PDA

View Full Version : Can gl_FragColor be read?



Raystonn
11-18-2006, 02:25 PM
Normally one uses gl_FragColor to write the output of the shader, setting the pixel color. When using multipass rendering, it can be a useful optimization (to avoid ping ponging) to read the current value of the target pixel in the texture, perform the operations on that data, and then write the new value back to that location. Is this strictly legal in OpenGL? Also, whether legal or not, does this work in most modern nVidia and ATI hardware?

Thanks,

-Raystonn

Korval
11-18-2006, 02:27 PM
No.

Raystonn
11-18-2006, 02:30 PM
Thanks for saving me some time experimenting on this optimization!

-Raystonn

zeoverlord
11-18-2006, 03:33 PM
Though everybody wished that would be the case.
(if it was as fast as a regular texture fetch)

Humus
11-18-2006, 06:14 PM
The variable gl_FragColor is readable, however, it doesn't read from framebuffer, but reading it will just give the value you already assigned to it in the shader. In other words, you can do something like this:


gl_FragColor = texture2D(Base, texCoord);
gl_FragColor.a = dot(gl_FragColor.rgb, gl_FragColor.rgb);

Raystonn
12-05-2006, 11:39 AM
I have done some experiments and have found that I can read from a texture and later write to it during a single pass fragment shader run. This works on two nVidia GPUs:the GeForce Go 6800 and the GeForce 8800 GTX.

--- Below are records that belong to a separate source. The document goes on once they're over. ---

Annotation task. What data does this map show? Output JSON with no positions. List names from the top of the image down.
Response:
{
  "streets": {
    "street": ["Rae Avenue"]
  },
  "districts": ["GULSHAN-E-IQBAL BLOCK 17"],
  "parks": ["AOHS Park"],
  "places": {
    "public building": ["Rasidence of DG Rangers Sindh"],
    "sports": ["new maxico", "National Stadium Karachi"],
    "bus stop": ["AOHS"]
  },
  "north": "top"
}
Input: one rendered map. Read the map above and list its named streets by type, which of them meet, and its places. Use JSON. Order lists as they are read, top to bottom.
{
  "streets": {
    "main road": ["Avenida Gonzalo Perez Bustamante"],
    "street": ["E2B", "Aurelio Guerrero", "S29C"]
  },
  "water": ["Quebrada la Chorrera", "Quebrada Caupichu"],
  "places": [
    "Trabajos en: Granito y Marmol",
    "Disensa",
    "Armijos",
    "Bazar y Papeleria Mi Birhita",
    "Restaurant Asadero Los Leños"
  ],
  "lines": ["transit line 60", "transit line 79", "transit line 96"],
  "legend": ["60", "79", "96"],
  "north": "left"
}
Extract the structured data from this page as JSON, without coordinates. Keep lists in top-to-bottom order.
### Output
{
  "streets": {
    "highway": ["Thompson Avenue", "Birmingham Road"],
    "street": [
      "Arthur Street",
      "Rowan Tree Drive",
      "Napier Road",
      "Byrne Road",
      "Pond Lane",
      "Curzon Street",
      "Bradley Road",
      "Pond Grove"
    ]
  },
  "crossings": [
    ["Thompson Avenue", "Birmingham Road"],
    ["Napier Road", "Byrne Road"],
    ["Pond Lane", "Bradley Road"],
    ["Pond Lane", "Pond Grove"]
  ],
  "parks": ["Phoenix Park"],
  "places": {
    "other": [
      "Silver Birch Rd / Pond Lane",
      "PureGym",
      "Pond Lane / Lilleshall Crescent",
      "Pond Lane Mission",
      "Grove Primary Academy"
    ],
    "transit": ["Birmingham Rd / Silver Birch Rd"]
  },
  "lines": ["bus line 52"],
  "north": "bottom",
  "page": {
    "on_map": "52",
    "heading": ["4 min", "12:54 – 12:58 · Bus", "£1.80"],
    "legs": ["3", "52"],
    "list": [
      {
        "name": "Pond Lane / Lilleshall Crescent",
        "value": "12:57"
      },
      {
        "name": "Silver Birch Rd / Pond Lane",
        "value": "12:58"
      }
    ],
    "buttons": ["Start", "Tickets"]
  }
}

I got this working with the following technique: Add the texture to an FBO. Enable the texture for reading the way you'd normally bind a texture. Enable the texture for writing via gl_FragData[1] using glDrawBuffers.

I have only tried this technique when using multiple textures. The target texture is not the first texture for either reading or writing. I have not tried reading after writing, as I can see the result of such an operation being undefined.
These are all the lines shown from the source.